SIGNiPHY: Reconciling Random Access with Directional Reception for Efficient mmWave WLANs
Date
2023-06Abstract
Millimeter-Wave (mmWave) WiFi can provide very low latency and multi-Gbps throughput, but real-world deployments usually do not achieve the theoretically feasible performance. One main source of inefficiency is the contention-based random channel access, as it requires omni-directional reception which limits performance. Additionally, carrier sensing at mmWave frequencies is highly unreliable, leading to reduced channel usage.

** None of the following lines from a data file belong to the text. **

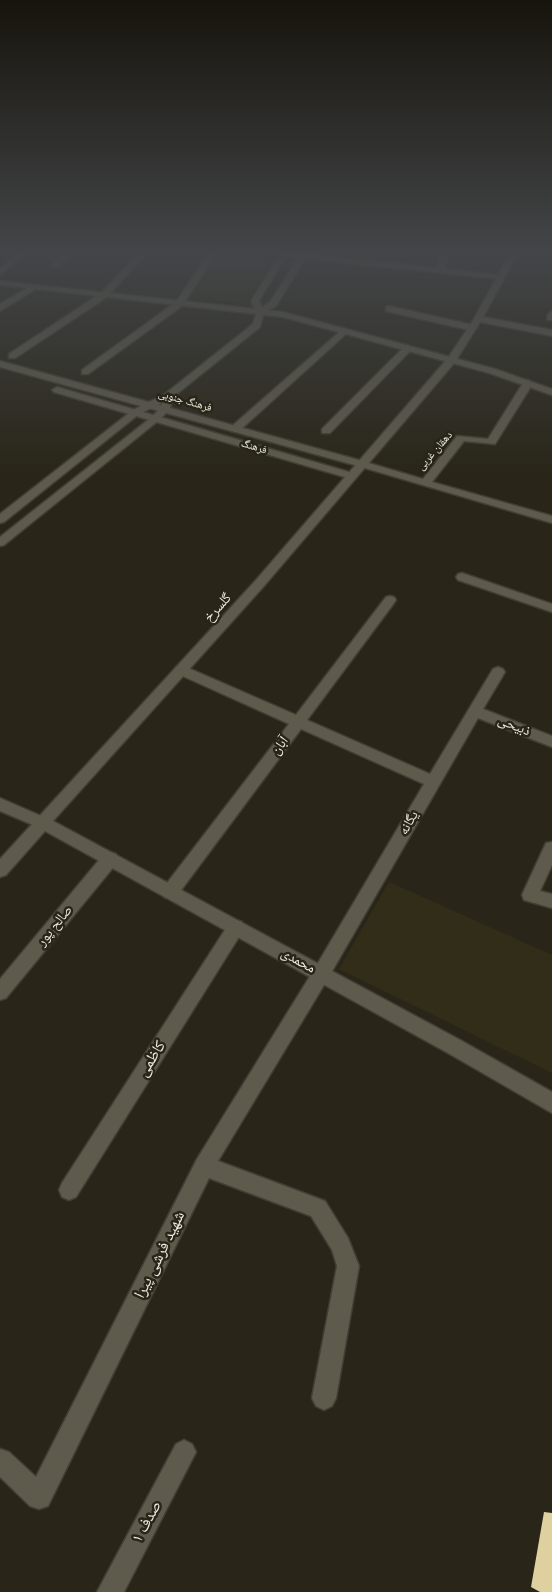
<!DOCTYPE html>
<html>
<head>
<meta charset="utf-8">
<style>
  body { margin:0 }
  canvas { display:block; background:#292518 }
</style>
</head>
<body>
<canvas width="552" height="1592"></canvas>
<script>
const ctx = document.querySelector('canvas').getContext('2d');
ctx.lineJoin = 'round';
function fill(path, color) {
  ctx.fillStyle = color;
  ctx.fill(path, 'evenodd');
}
function poly(rows) {
  const path = new Path2D();
  for (const r of rows) {
    path.moveTo(r[0], r[1]);
    for (let i = 2; i < r.length; i += 2) path.lineTo(r[i], r[i + 1]);
  }
  return path;
}
function stroke(path, color, width, dash) {
  ctx.strokeStyle = color;
  ctx.lineWidth = width;
  ctx.lineCap = dash ? 'butt' : 'round';
  ctx.setLineDash(dash || []);
  ctx.stroke(path);
}
function label(font, color, halo, rows, align = 'center') {
  ctx.font = font + ' "Varela Round","Noto Naskh Arabic",sans-serif';
  ctx.lineWidth = 5;
  ctx.setLineDash([]);
  ctx.textBaseline = 'middle';
  ctx.strokeStyle = halo;
  ctx.fillStyle = color;
  for (const [text, x, y, turn = 0] of rows) {
    ctx.save();
    ctx.translate(x, y);
    ctx.rotate((+turn || 0) * Math.PI / 180);
    ctx.textAlign = isNaN(turn) ? turn : align;
    if (halo) ctx.strokeText(text, 0, 0);
    ctx.fillText(text, 0, 0);
    ctx.restore();
  }
}
fill(poly([
  [218,253,256,253,274,255,248,300,241,303,192,297,188,295],
  [389,882,552,955,552,1073,339,969]
]), '#322d19');
fill(poly([
  [544,1512,552,1513,552,1592,540,1592,531,1587]
]), '#ded19f');
const minor = poly([
  [17,253,26,253,0,275,0,269,17,253],
  [63,253,71,253,58,267,52,267,52,263,63,253],
  [139,253,147,253,107,297,15,358,9,358,9,354,101,293,139,253],
  [209,253,216,255,182,306,88,374,82,374,82,370,176,302,209,253],
  [271,253,309,253,436,268,442,253,450,253,444,269,501,275,505,277,501,279,305,259,276,306,260,315,256,312,251,301,279,256,271,253],
  [286,256,298,258,270,302,262,307,259,301,286,256],
  [32,285,39,287,0,311,0,304,32,285],
  [389,306,473,325,477,328,473,331,386,311,386,307,389,306],
  [552,311,552,320,547,320,548,314,552,311],
  [478,316,552,330,552,336,475,321,474,319,478,316],
  [344,328,348,331,347,333,239,431,231,431,231,427,344,328],
  [408,345,412,348,411,350,330,433,322,433,322,429,405,346,408,345],
  [528,380,533,383,495,444,464,441,432,482,552,516,552,523,358,466,357,464,362,461,423,479,457,436,488,439,523,383,528,380],
  [462,573,552,604,552,612,458,580,456,577,458,574,462,573],
  [390,596,394,597,396,600,394,603,307,720,430,774,493,669,498,667,503,669,505,672,483,709,552,736,552,747,478,718,327,980,218,1161,325,1201,348,1238,359,1266,336,1398,332,1406,324,1410,316,1406,312,1398,337,1266,332,1250,311,1216,209,1178,48,1506,39,1509,30,1506,0,1477,0,1449,9,1452,36,1477,197,1159,315,968,424,784,301,729,176,897,170,899,164,897,162,892,164,887,289,724,176,673,174,670,176,667,181,665,186,667,296,715,386,597,390,596],
  [0,798,48,819,51,823,48,827,43,829,38,827,0,811,0,798],
  [552,842,552,865,540,891,552,894,552,908,524,900,522,895,546,843,552,842],
  [110,852,116,854,118,859,116,864,6,998,0,1000,0,979,104,854,110,852],
  [236,920,242,922,244,927,242,932,76,1197,69,1200,62,1197,59,1190,62,1183,230,922,236,920],
  [184,1440,192,1444,196,1452,124,1592,97,1592,176,1444,184,1440]
]);
const tertiary = poly([
  [510,253,518,253,482,319,455,362,264,586,53,821,462,1041,552,1092,552,1113,448,1053,45,831,6,875,0,877,0,859,256,580,448,358,474,319,510,253],
  [257,310,264,312,260,327,173,397,170,409,159,420,4,545,0,546,0,537,153,416,160,408,162,403,139,414,4,522,0,523,0,514,133,410,165,394,253,324,257,310]
]);
const secondary = poly([
  [0,281,283,312,495,369,552,389,552,395,489,373,283,317,0,285,0,281],
  [0,361,366,462,367,464,366,466,358,466,0,367,0,361],
  [57,387,356,474,357,476,352,479,348,478,54,392,52,390,57,387]
]);
stroke(minor, '#413f34', 3);
stroke(tertiary, '#413f34', 3);
stroke(secondary, '#413f34', 3);
fill(minor, '#5f5b4c');
fill(tertiary, '#5f5b4c');
fill(secondary, '#5f5b4c');
const sky = ctx.createLinearGradient(0, 0, 0, 476);
sky.addColorStop(0, '#17140d');
sky.addColorStop(0.53, '#434648');
sky.addColorStop(1, '#43464800');
ctx.fillStyle = sky;
ctx.fillRect(0, 0, 552, 476);
label('11px', '#edebe2', '#292518', [
  ["فرهنگ جنوبی",185,401,16],
  ["فرهنگ",254,447,17],
  ["دهقان غربی",435,451,-49]
]);
label('14px', '#edebe2', '#292518', [
  ["گلسرخ",218,608,-48],
  ["ذبیحی",514,726,22],
  ["آبان",280,746,-53],
  ["یگانه",409,823,-60],
  ["صالح پور",55,926,-51],
  ["محمدی",298,961,29]
]);
label('16px', '#edebe2', '#292518', [
  ["کاظمی",152,1059,-58],
  ["شهید فرشی پیرا",160,1255,-64],
  ["صدف ۱",147,1522,-62]
]);
</script>
</body>
</html>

In this paper, we present SIGNalling in the PHY Preamble (SIGNiPHY) for efficient directional communications, a solution that allows to embed user identity in the preamble of data packets. It allows for true early user identification and then immediately steering the beam towards the transmitter while receiving the physical layer preamble. SIGNiPHY enables directional reception in random access mmWave networks, and additionally helps to quickly filter unwanted packets. It does not affect any preamble functions and is backward-compatible with legacy stations. We implement SIGNiPHY on an FPGA-based mmWave testbed and show that it achieves 99.6% decoding accuracy even under very low SINR conditions. We also implement SIGNiPHY in ns-3 to evaluate large networks and show that it achieves throughput gains between 13% and 230% compared to different baseline schemes, due to the lower packet loss rate and improved spatial sharing.